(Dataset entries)
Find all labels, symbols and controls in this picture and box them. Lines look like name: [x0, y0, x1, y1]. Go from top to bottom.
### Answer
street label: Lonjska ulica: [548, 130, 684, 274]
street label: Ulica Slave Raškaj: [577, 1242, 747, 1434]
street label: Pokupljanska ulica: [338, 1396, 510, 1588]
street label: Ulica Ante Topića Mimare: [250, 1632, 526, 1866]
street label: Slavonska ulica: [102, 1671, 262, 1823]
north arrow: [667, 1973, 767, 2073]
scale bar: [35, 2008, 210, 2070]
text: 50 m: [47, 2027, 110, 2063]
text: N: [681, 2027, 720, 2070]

EXERCISE DETAILS:
All of the records need to be transcribed exactly.

SOLUTION FOR THIS TASK:
Find all labels, symbols and controls in this picture and box them. Lines look like name: [x0, y0, x1, y1]. Go from top to bottom.
### Answer
street label: Lonjska ulica: [548, 130, 684, 274]
street label: Ulica Slave Raškaj: [577, 1242, 747, 1434]
street label: Pokupljanska ulica: [338, 1396, 510, 1588]
street label: Ulica Ante Topića Mimare: [250, 1632, 526, 1866]
street label: Slavonska ulica: [102, 1671, 262, 1823]
north arrow: [667, 1973, 767, 2073]
scale bar: [35, 2008, 210, 2070]
text: 50 m: [47, 2027, 110, 2063]
text: N: [681, 2027, 720, 2070]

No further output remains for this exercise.